ガラス張りの天井には真っ青な美しい空が映し出され、その下で働く十人ほどの職員達は皆、余裕をもって仕切られた作業スペースで専用のコンソールに向き合っていた。
衣装は様々だが、忍に侍、僧兵、花魁など、《アスカ・エンパイア》の仕様に沿ってはいる。そのまま街へ出ても違和感はない。
そして彼らの他にも、AIで動くボットの猫達がそこかしこで大量に動き回っていた。
仕事を手伝っているのか観賞用なのか、一目見ただけでは判断がつかないが、ざっと見て三十匹以上はいる。
更にオフィスの四隅には、広い舞台のような空きスペースがあり、そこにはゲーム内に登場するボスキャラの3Dモデルが立体表示されていた。
ボスの見た目や動きのチェックを行っているらしく、コマ送りで動いては静止と巻き戻しを繰り返している。
コヨミが呆気にとられた様子でナユタの腕を摑んだ。
「私、こーいうの見たことある……SF映画に出てくる未来の研究所だ……! で、ゾンビが発生してパニックになるヤツ!」
「印象は近いですけれど……ここの場合は、要するにゲームの開発室でしょうか?」
「いや、開発はしていないよ」
すぐ隣にいつの間にか、猫背の小柄な中年男が立っていた。
神主の装束をまとってはいるが、丸眼鏡の奥の眼はどうにも眠たげで、神職らしい威厳などは微塵もない。

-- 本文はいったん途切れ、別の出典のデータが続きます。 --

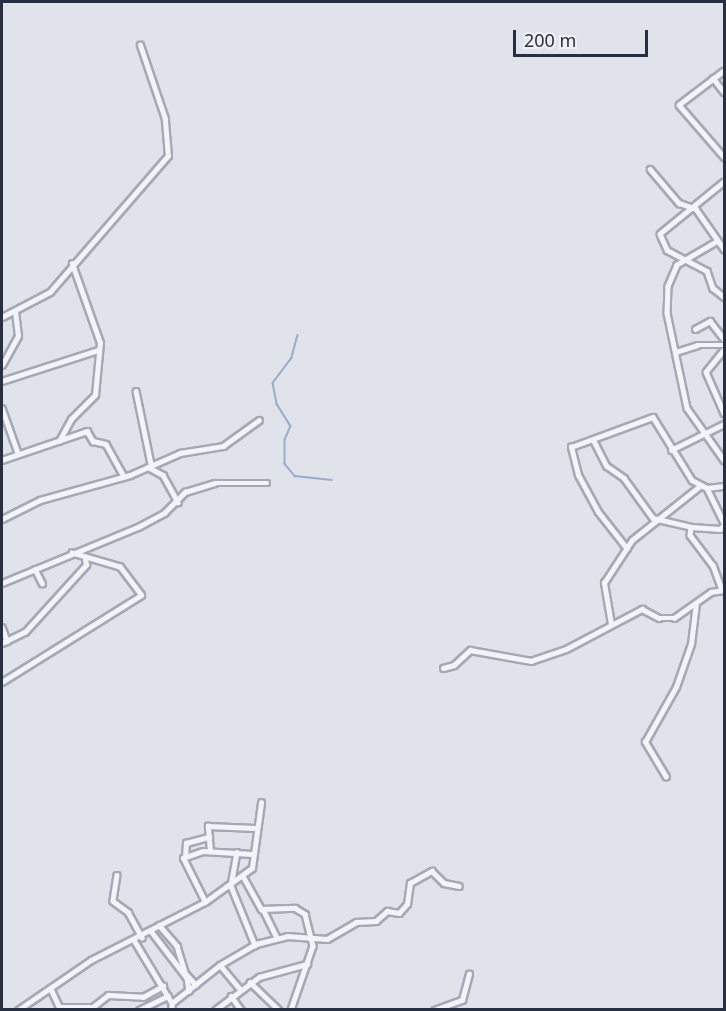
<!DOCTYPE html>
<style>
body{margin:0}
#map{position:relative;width:726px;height:1011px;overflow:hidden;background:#e0e3ea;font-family:"Noto Sans",sans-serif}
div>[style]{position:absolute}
.stream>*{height:1.5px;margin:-0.75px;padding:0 0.75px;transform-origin:0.75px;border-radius:0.75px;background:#98adcd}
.roads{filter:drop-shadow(2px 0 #a5a9b5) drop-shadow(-2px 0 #a5a9b5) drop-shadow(0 2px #a5a9b5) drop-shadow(0 -2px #a5a9b5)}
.street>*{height:4.5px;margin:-2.25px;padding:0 2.25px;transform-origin:2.25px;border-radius:2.25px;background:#f3f4f8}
span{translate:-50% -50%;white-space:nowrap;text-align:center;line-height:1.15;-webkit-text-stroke:5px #f0f2f7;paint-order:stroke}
.frame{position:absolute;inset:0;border:3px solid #272f43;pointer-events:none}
.scale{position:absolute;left:513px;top:30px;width:135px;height:27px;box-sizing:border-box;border:3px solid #272f43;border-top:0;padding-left:8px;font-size:18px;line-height:21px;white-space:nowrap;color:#272f43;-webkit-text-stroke:4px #f0f2f7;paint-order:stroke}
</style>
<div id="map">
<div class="stream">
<div style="left:298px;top:335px;width:24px;rotate:105deg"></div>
<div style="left:292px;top:358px;width:31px;rotate:127deg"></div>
<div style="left:273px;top:383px;width:21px;rotate:79deg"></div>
<div style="left:277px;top:404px;width:26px;rotate:58deg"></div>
<div style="left:291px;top:426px;width:15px;rotate:113deg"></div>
<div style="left:285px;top:440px;width:24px;rotate:90deg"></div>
<div style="left:285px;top:464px;width:16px;rotate:50deg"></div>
<div style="left:295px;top:476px;width:37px;rotate:6deg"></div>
</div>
<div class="roads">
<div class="street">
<div style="left:724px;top:71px;width:56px;rotate:142.9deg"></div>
<div style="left:679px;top:105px;width:69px;rotate:49.1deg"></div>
<div style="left:713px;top:78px;width:18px;rotate:52deg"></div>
<div style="left:650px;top:169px;width:45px;rotate:49.5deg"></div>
<div style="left:679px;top:203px;width:18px;rotate:19deg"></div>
<div style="left:696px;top:209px;width:49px;rotate:55deg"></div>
<div style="left:724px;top:182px;width:82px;rotate:140.9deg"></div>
<div style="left:660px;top:234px;width:17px;rotate:66deg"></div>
<div style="left:667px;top:250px;width:45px;rotate:27.7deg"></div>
<div style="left:707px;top:271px;width:18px;rotate:71deg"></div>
<div style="left:713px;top:288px;width:14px;rotate:39deg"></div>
<div style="left:716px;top:242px;width:45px;rotate:149.5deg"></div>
<div style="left:677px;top:265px;width:23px;rotate:113deg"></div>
<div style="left:668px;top:286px;width:27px;rotate:92deg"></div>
<div style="left:667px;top:313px;width:97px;rotate:78.1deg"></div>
<div style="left:687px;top:408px;width:64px;rotate:54.6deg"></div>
<div style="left:2px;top:317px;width:54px;rotate:-27.5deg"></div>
<div style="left:50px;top:292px;width:180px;rotate:-49.1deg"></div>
<div style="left:168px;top:156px;width:37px;rotate:-95deg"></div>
<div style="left:165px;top:119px;width:78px;rotate:-108.7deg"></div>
<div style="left:695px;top:329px;width:17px;rotate:-28deg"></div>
<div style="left:710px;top:321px;width:23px;rotate:52deg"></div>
<div style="left:724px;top:350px;width:28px;rotate:129deg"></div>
<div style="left:706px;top:372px;width:45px;rotate:66.3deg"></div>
<div style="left:676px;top:352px;width:22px;rotate:-18deg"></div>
<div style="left:697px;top:345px;width:27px"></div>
<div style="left:2px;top:365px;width:33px;rotate:-61deg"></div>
<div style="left:18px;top:336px;width:24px;rotate:-97deg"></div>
<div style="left:2px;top:381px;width:101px;rotate:-17.9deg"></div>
<div style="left:136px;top:391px;width:75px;rotate:78.4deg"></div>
<div style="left:2px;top:408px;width:48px;rotate:70.4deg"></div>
<div style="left:593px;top:439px;width:30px;rotate:63deg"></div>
<div style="left:607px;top:466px;width:21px;rotate:35deg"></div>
<div style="left:624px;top:478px;width:49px;rotate:54.1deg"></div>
<div style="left:653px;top:518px;width:39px;rotate:13deg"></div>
<div style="left:691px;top:527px;width:29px;rotate:4deg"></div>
<div style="left:720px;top:529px;width:6px;rotate:-45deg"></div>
<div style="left:59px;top:441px;width:25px;rotate:-61deg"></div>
<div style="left:71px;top:419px;width:34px;rotate:-45deg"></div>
<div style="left:95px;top:395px;width:52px;rotate:-84.5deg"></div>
<div style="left:100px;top:343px;width:84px;rotate:-109.5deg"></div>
<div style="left:671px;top:450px;width:59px;rotate:-26.1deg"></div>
<div style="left:2px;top:460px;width:90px;rotate:-18.8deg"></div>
<div style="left:87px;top:431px;width:12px;rotate:59deg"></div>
<div style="left:93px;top:441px;width:13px;rotate:13deg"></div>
<div style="left:106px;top:444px;width:37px;rotate:61deg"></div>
<div style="left:148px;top:467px;width:17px;rotate:28deg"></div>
<div style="left:163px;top:475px;width:31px;rotate:61deg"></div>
<div style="left:707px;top:488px;width:39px;rotate:64deg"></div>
<div style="left:2px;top:519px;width:42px;rotate:-26.6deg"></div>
<div style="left:40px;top:500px;width:93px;rotate:-15.5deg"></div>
<div style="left:130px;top:475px;width:55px;rotate:-23.7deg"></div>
<div style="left:180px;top:453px;width:44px;rotate:-9.2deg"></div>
<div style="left:223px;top:446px;width:44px;rotate:-35.8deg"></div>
<div style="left:691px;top:527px;width:8px;rotate:97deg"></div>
<div style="left:690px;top:535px;width:38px;rotate:53deg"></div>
<div style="left:713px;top:565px;width:27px;rotate:70deg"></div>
<div style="left:627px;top:549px;width:47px;rotate:-128.1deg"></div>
<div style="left:598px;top:512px;width:42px;rotate:-118.4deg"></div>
<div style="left:578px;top:475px;width:29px;rotate:-104deg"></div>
<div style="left:571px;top:447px;width:87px;rotate:-20.1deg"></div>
<div style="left:653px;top:417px;width:74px;rotate:58.2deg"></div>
<div style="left:692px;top:480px;width:17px;rotate:28deg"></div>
<div style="left:707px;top:488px;width:17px;rotate:-7deg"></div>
<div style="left:35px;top:569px;width:16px;rotate:63deg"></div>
<div style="left:2px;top:583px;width:147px;rotate:-22.4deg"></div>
<div style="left:138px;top:527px;width:30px;rotate:-28deg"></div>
<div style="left:164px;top:513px;width:30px;rotate:-45deg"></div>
<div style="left:185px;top:492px;width:31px;rotate:-17deg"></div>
<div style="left:215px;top:483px;width:52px"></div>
<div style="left:611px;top:624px;width:42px;rotate:-99.7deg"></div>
<div style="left:604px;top:583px;width:51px;rotate:-56.9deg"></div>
<div style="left:632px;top:540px;width:87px;rotate:-38.5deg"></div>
<div style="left:2px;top:627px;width:15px;rotate:70deg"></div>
<div style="left:2px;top:643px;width:25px;rotate:-26deg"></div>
<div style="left:25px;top:632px;width:91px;rotate:-47.7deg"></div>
<div style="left:86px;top:565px;width:6px;rotate:-99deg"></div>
<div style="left:443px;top:668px;width:11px;rotate:-15deg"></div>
<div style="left:454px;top:665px;width:22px;rotate:-43deg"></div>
<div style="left:470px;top:650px;width:62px;rotate:10.2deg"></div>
<div style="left:531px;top:661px;width:37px;rotate:-19deg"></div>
<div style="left:566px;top:649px;width:86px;rotate:-27.8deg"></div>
<div style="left:642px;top:609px;width:19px;rotate:28deg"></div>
<div style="left:659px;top:618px;width:15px"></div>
<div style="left:674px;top:618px;width:45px;rotate:-35.1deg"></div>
<div style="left:711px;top:592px;width:13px;rotate:-9deg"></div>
<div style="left:2px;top:682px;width:164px;rotate:-32deg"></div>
<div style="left:141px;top:595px;width:35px;rotate:-127deg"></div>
<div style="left:120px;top:567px;width:50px;rotate:-163.7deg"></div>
<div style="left:666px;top:777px;width:41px;rotate:-121deg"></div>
<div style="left:645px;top:742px;width:63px;rotate:-60.6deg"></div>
<div style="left:676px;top:687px;width:46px;rotate:-70.8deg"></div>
<div style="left:691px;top:644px;width:39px;rotate:-83deg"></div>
<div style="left:210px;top:851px;width:25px;rotate:-95deg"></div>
<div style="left:208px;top:826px;width:47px;rotate:2.4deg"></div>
<div style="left:237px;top:852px;width:35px;rotate:100deg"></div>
<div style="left:231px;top:886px;width:64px;rotate:67.9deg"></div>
<div style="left:185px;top:857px;width:14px;rotate:-86deg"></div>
<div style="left:186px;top:843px;width:24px;rotate:-15deg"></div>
<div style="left:117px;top:875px;width:26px;rotate:99deg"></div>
<div style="left:113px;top:901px;width:19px;rotate:36deg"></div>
<div style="left:128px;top:912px;width:29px;rotate:61deg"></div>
<div style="left:243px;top:876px;width:38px;rotate:61deg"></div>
<div style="left:261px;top:909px;width:34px;rotate:-2deg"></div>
<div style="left:295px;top:908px;width:12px;rotate:31deg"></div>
<div style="left:305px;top:914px;width:33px;rotate:76deg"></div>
<div style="left:313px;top:946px;width:68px;rotate:109deg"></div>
<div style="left:205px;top:902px;width:49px;rotate:-116.6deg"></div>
<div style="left:183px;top:858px;width:21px;rotate:-19deg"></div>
<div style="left:203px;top:851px;width:49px;rotate:3.5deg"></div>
<div style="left:263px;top:909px;width:32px;rotate:64deg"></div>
<div style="left:159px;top:925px;width:28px;rotate:49deg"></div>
<div style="left:177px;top:946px;width:28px;rotate:73deg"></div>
<div style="left:185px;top:973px;width:16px;rotate:47deg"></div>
<div style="left:151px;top:931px;width:59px;rotate:52.5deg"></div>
<div style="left:187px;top:978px;width:13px;rotate:81deg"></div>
<div style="left:134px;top:940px;width:74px;rotate:58.9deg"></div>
<div style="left:220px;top:965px;width:31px;rotate:50deg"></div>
<div style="left:250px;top:982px;width:40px;rotate:44deg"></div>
<div style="left:51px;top:989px;width:23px;rotate:65deg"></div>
<div style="left:231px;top:996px;width:17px;rotate:54deg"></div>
<div style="left:61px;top:1007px;width:29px"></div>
<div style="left:18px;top:1010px;width:88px;rotate:-34.4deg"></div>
<div style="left:91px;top:960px;width:128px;rotate:-27deg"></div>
<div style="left:205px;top:902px;width:58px;rotate:-35.9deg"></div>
<div style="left:252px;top:868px;width:66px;rotate:-82.1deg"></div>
<div style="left:89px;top:1010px;width:24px;rotate:-38deg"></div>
<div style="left:108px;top:995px;width:35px;rotate:3deg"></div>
<div style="left:143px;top:997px;width:23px;rotate:-29deg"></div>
<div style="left:139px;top:1010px;width:32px;rotate:-26deg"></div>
<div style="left:171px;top:1010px;width:7px;rotate:-82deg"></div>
<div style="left:172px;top:1003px;width:61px;rotate:-38.4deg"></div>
<div style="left:220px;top:965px;width:42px;rotate:-30.3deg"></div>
<div style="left:256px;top:944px;width:32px;rotate:-14deg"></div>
<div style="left:287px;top:936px;width:40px;rotate:4.3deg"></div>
<div style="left:327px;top:939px;width:34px;rotate:-30deg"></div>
<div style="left:356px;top:922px;width:20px;rotate:-3deg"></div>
<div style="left:376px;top:921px;width:15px;rotate:-42deg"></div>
<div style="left:387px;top:911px;width:12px;rotate:9deg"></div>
<div style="left:399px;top:913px;width:12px;rotate:-48deg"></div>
<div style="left:407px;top:904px;width:21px;rotate:-82deg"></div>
<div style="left:410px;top:883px;width:25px;rotate:-29deg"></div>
<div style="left:432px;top:871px;width:17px;rotate:45deg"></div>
<div style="left:444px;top:883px;width:15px;rotate:11deg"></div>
<div style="left:215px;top:1010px;width:55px;rotate:-36.9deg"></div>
<div style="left:259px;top:977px;width:50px;rotate:-15.2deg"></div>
<div style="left:434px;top:1010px;width:30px;rotate:-20deg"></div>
<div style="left:462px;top:1000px;width:27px;rotate:-75deg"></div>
</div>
</div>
<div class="frame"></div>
<div class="scale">200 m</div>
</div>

彼は自然にナユタ達の会話へ割り込み、のんびりと世間話のように話し続ける。
「ここでやってるのは、あくまで各種調査、調整とエラーの検証だけ──あとたまにトラブル対応とかも回ってくるけれど、要するに雑務の処理係だ。メインの開発は別の部署でやっている」
神主の男はくたびれた声でぼやいた。
「仮想空間だから、せめてオフィスの見栄えだけはと思って立派にしたんだが、実際には窓際部署でね。特に驚くようなもんはなんもない──や、暮居君。ひさしぶり」
猫背の中年男が、クレーヴェルに片手をあげてみせた。
探偵はあくまで優雅に一礼する。
「お世話になります、虎尾さん。腰痛の具合はいかがですか」
中年男が老人のように笑った。
「あんまり良くもないねえ。ま、ここじゃ痛みも出ないのは有り難い──で、こちらのご老人が噂のヤナギさんで、お嬢さん達がアルバイトの戦力だね?」
虎尾と呼ばれた男が、まじまじとコヨミを見た。
「……暮居君、まずくないか。中学生のバイトは労働基準法に引っかかる」
「……よーし、おっちゃん、いい度胸だ。攻略コミュニティにあることないこと書き込んで炎上させっぞコラ」
コヨミがにっこりと愛想良く微笑んだ。ナユタの前では妙に子供ぶって甘える彼女だが、赤の他人から子供扱いされると高確率でキレる。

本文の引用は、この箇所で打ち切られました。